I yearn to write my  thoughts almost frantically sometimes,  down on paper.  Magically,  it seems to happen,  almost as if my fingers have a life of their own. Oh, how I have missed writing, 20 years of suppressing my thoughts to no one else,  but my journal.  But now with blogging, I have this amazing outlet to share with others. What wonderful healing, and a beautiful  gift to my soul, this blog has been, I had a flashback this weekend to when my journals were taken from me, I frantically searched for months, but they were gone.  My most inner thoughts, dreams, and fears, removed, I thought destroyed. I grieved as if a long lost friend had been taken from me, for so long my journal was  the only one I  confided in, I counted as my secret confidant.  But I am slowly realizing that the heart break of having  my  physical journals taken that were written in pen and ink will not destroy the journal entries still  in my heart and mind.   Moments rise up from somewhere deep in me, and I can still write, I can still create, its not too late.

If I’m honest,  the daunting Monday morning sometimes appears to quickly. I had a beautiful weekend celebrating my lovely daughter’s 16th birthday.  How fun it was to hear laughter ring out thru-out my home with 12 of my daughter’s friends helping her celebrate. On Saturday I spent the morning coaching these 10-11 yr old kids in basketball, and my heart totally embraces the joy of that.  I have so many things to have joy over even with so many uncertainties that I face right now. But sometimes small,  but seemingly insignificant moments will sneak into  our heart  and be  joy robbers.

This morning was good, just doing normal mom stuff, and writing bills, and phone calls like we all do. I went up to finally take a moment to put my contacts in. In a blink of an eye, I dropped my contact. It was only 1 day old and I frantically looked for it. It was if it disappeared in thin air.  I got a flashlight and made a  trail to my bedroom and then back to my bathroom, looking for over 45 minutes. . I finally lay on the floor, of my bathroom, with the thought that  being at eye-level would help. Then she made her appearance. “Despair.” She asked to join me on the floor? I hesitated because at first I  didn’t recognize her. She seemed to actually be compassion? It is so hard to discern sometimes. But then I thought,”why not?”  At  this point I stopped looking for the contact and looked around, despair making her move and feeding into my thoughts.  If I would have been paying more attention I would have not dropped my contact?
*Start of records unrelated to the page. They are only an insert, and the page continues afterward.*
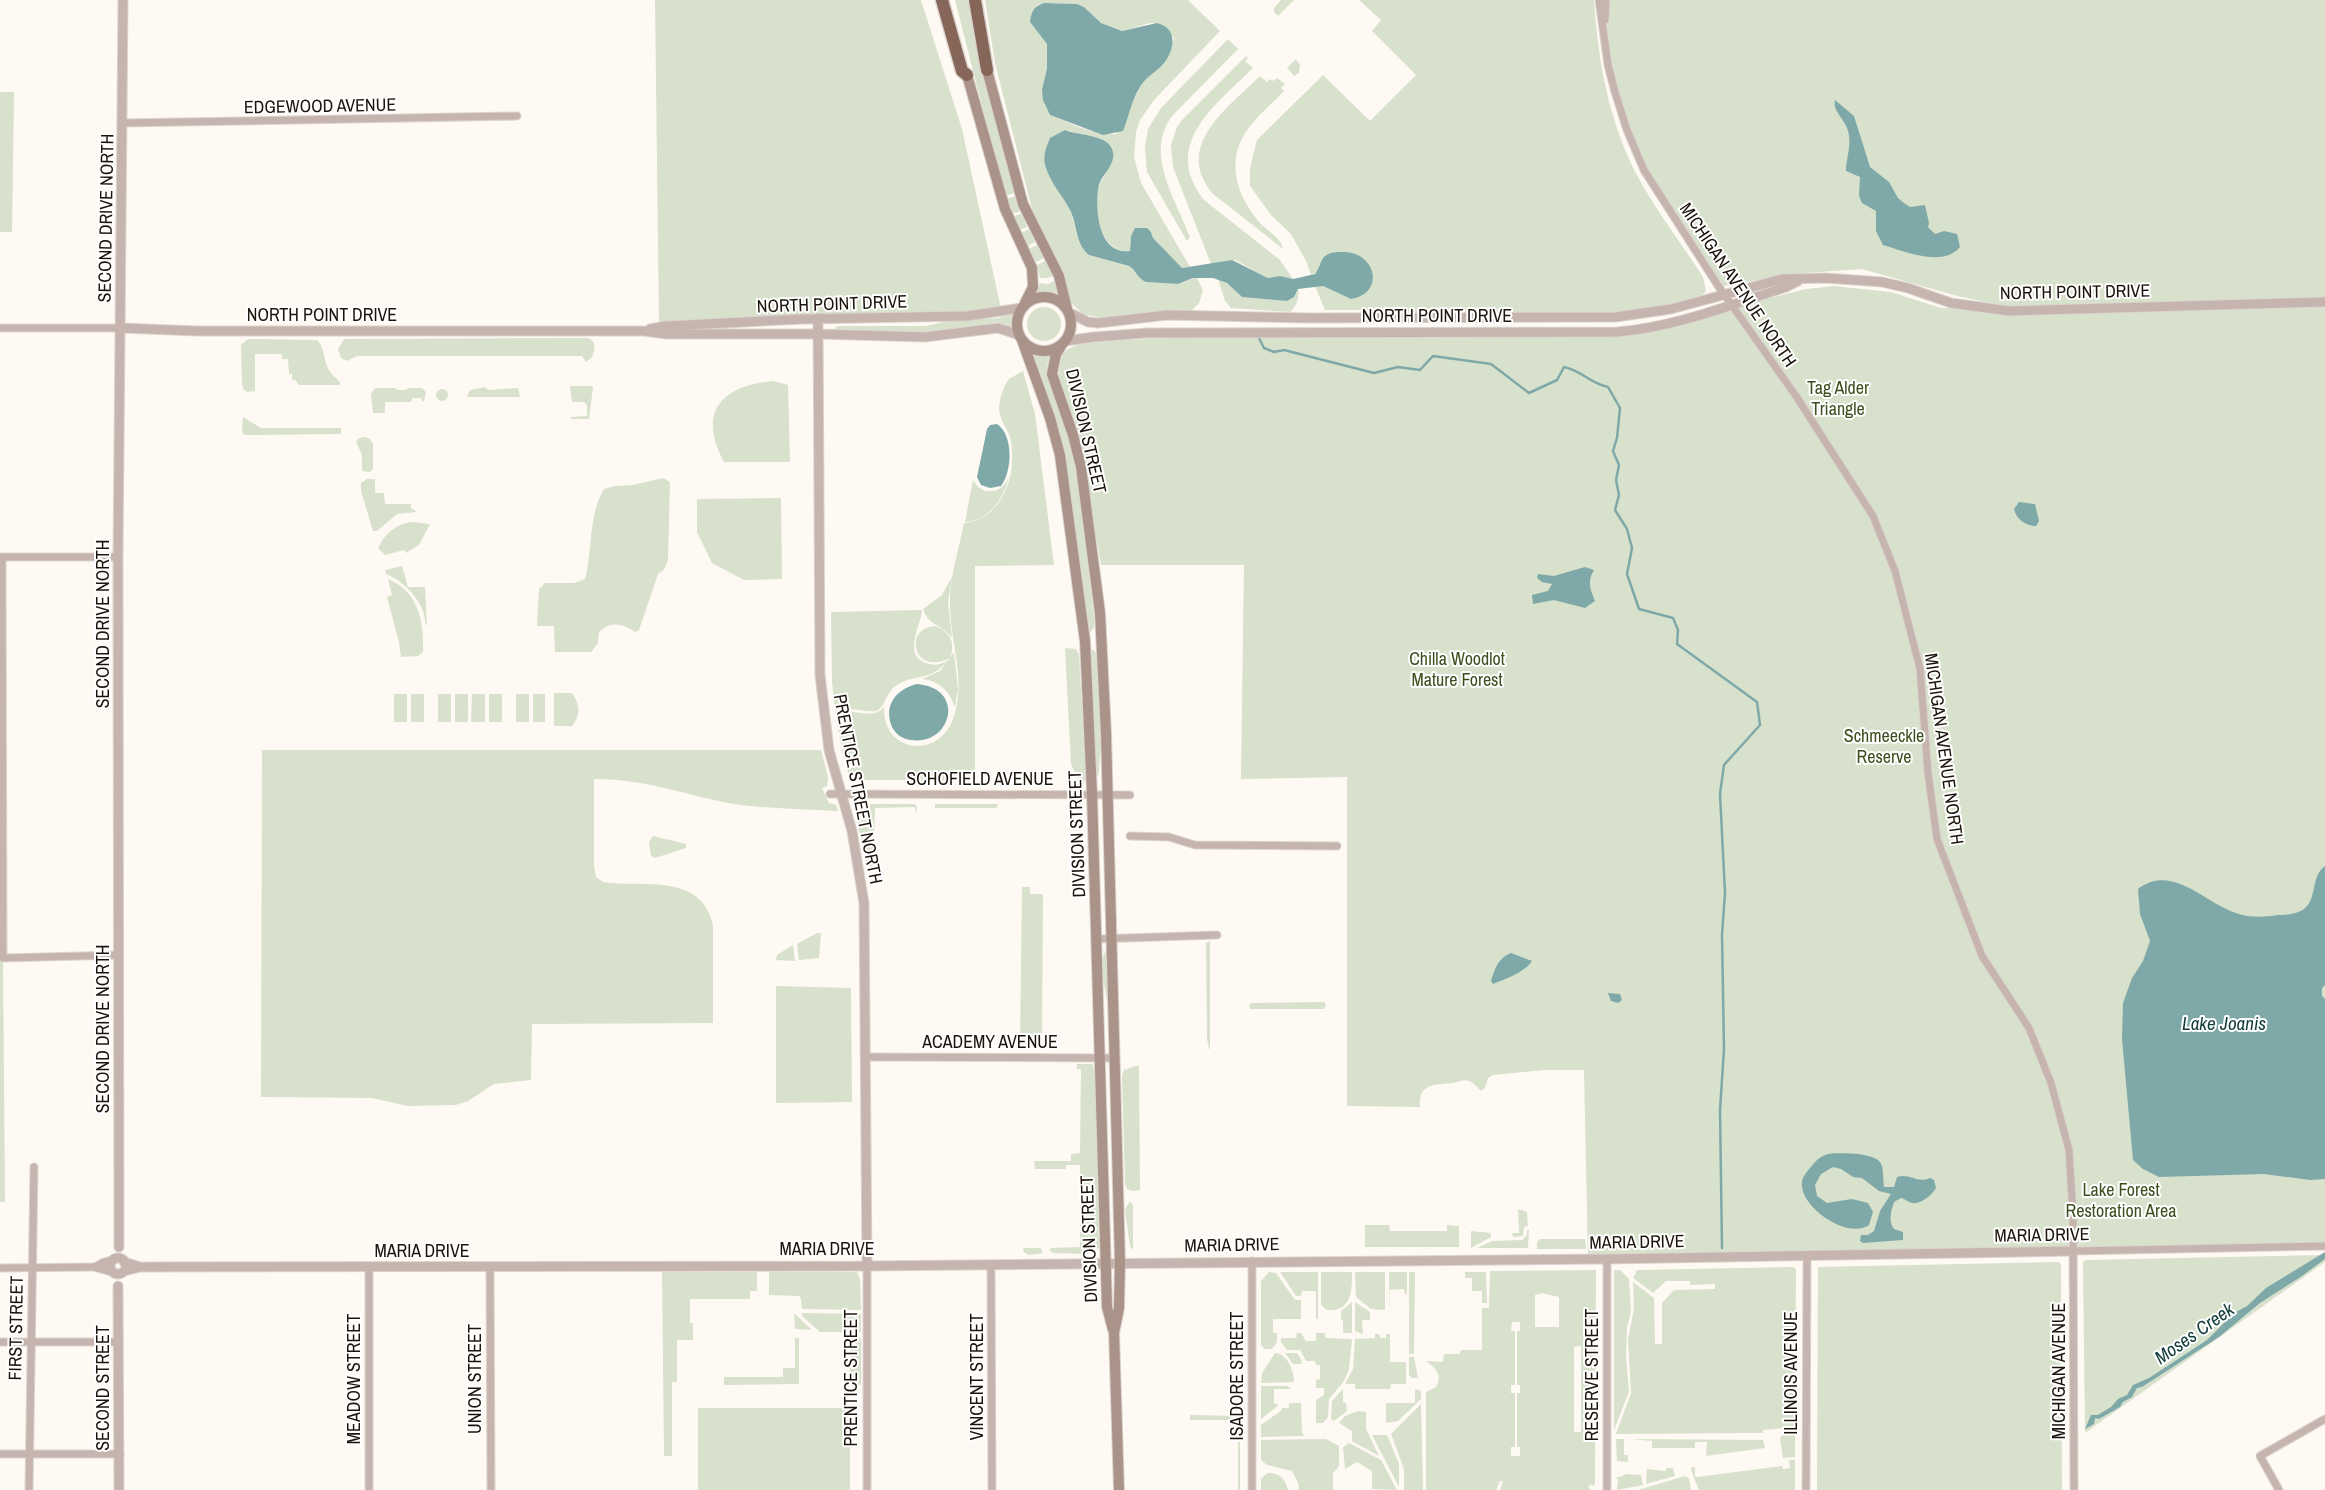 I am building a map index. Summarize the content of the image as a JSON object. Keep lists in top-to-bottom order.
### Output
{
  "streets": {
    "main road": ["DIVISION STREET"],
    "street": [
      "EDGEWOOD AVENUE",
      "SECOND DRIVE NORTH",
      "MICHIGAN AVENUE NORTH",
      "NORTH POINT DRIVE",
      "SCHOFIELD AVENUE",
      "PRENTICE STREET NORTH",
      "ACADEMY AVENUE",
      "MARIA DRIVE",
      "FIRST STREET",
      "MICHIGAN AVENUE",
      "ILLINOIS AVENUE",
      "RESERVE STREET",
      "ISADORE STREET",
      "VINCENT STREET",
      "PRENTICE STREET",
      "MEADOW STREET",
      "UNION STREET",
      "SECOND STREET"
    ]
  },
  "crossings": [
    ["EDGEWOOD AVENUE", "SECOND DRIVE NORTH"],
    ["SECOND DRIVE NORTH", "NORTH POINT DRIVE"],
    ["SECOND DRIVE NORTH", "MARIA DRIVE"],
    ["SECOND DRIVE NORTH", "SECOND STREET"],
    ["MICHIGAN AVENUE NORTH", "NORTH POINT DRIVE"],
    ["MICHIGAN AVENUE NORTH", "MARIA DRIVE"],
    ["MICHIGAN AVENUE NORTH", "MICHIGAN AVENUE"],
    ["NORTH POINT DRIVE", "DIVISION STREET"],
    ["NORTH POINT DRIVE", "PRENTICE STREET NORTH"],
    ["DIVISION STREET", "SCHOFIELD AVENUE"],
    ["DIVISION STREET", "ACADEMY AVENUE"],
    ["DIVISION STREET", "MARIA DRIVE"],
    ["SCHOFIELD AVENUE", "PRENTICE STREET NORTH"],
    ["PRENTICE STREET NORTH", "ACADEMY AVENUE"],
    ["PRENTICE STREET NORTH", "MARIA DRIVE"],
    ["PRENTICE STREET NORTH", "PRENTICE STREET"],
    ["MARIA DRIVE", "MICHIGAN AVENUE"],
    ["MARIA DRIVE", "ILLINOIS AVENUE"],
    ["MARIA DRIVE", "RESERVE STREET"],
    ["MARIA DRIVE", "ISADORE STREET"],
    ["MARIA DRIVE", "VINCENT STREET"],
    ["MARIA DRIVE", "PRENTICE STREET"],
    ["MARIA DRIVE", "MEADOW STREET"],
    ["MARIA DRIVE", "UNION STREET"],
    ["MARIA DRIVE", "SECOND STREET"]
  ],
  "water": ["Lake Joanis", "Moses Creek"],
  "parks": [
    "Tag Alder Triangle",
    "Chilla Woodlot Mature Forest",
    "Schmeeckle Reserve",
    "Lake Forest Restoration Area"
  ]
} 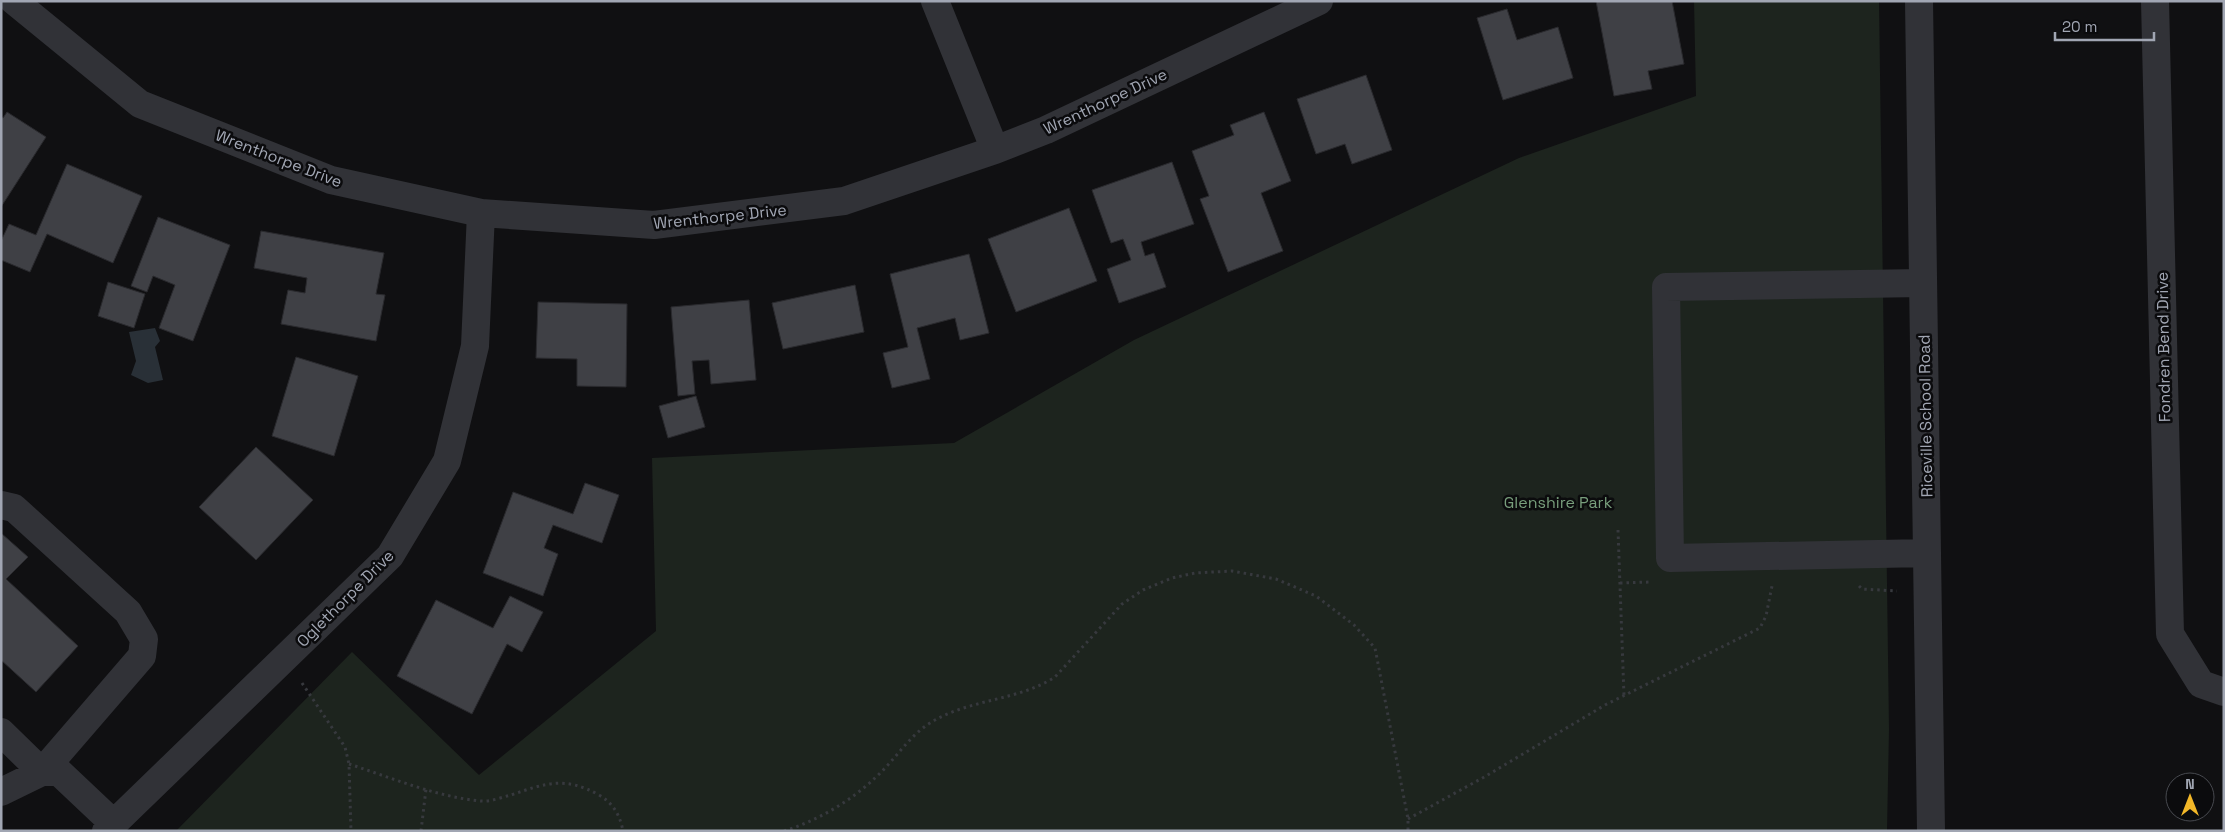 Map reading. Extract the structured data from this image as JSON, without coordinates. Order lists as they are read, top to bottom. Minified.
{"streets":{"street":["Wrenthorpe Drive","Fondren Bend Drive","Riceville School Road","Oglethorpe Drive"]},"crossings":[["Wrenthorpe Drive","Oglethorpe Drive"]],"parks":["Glenshire Park"],"scale_bar":"20 m","north":"top"}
If my bathroom floor was spotless, I could have immediately found the contact?  Why did it seem as if I took one step forward, and two steps back?  Despair was so happy to agree with me, she whispered readily that all I was saying was true.  She then took a bold step and asked why I was even trying because losing the contact was just the beginning of my failures for the day, for the month, for the year.  Suddenly, this moment that started out so small and insignificant was pulling me into despair’s claws and had me paralyzed on my bathroom floor. I found myself   in a decision moment.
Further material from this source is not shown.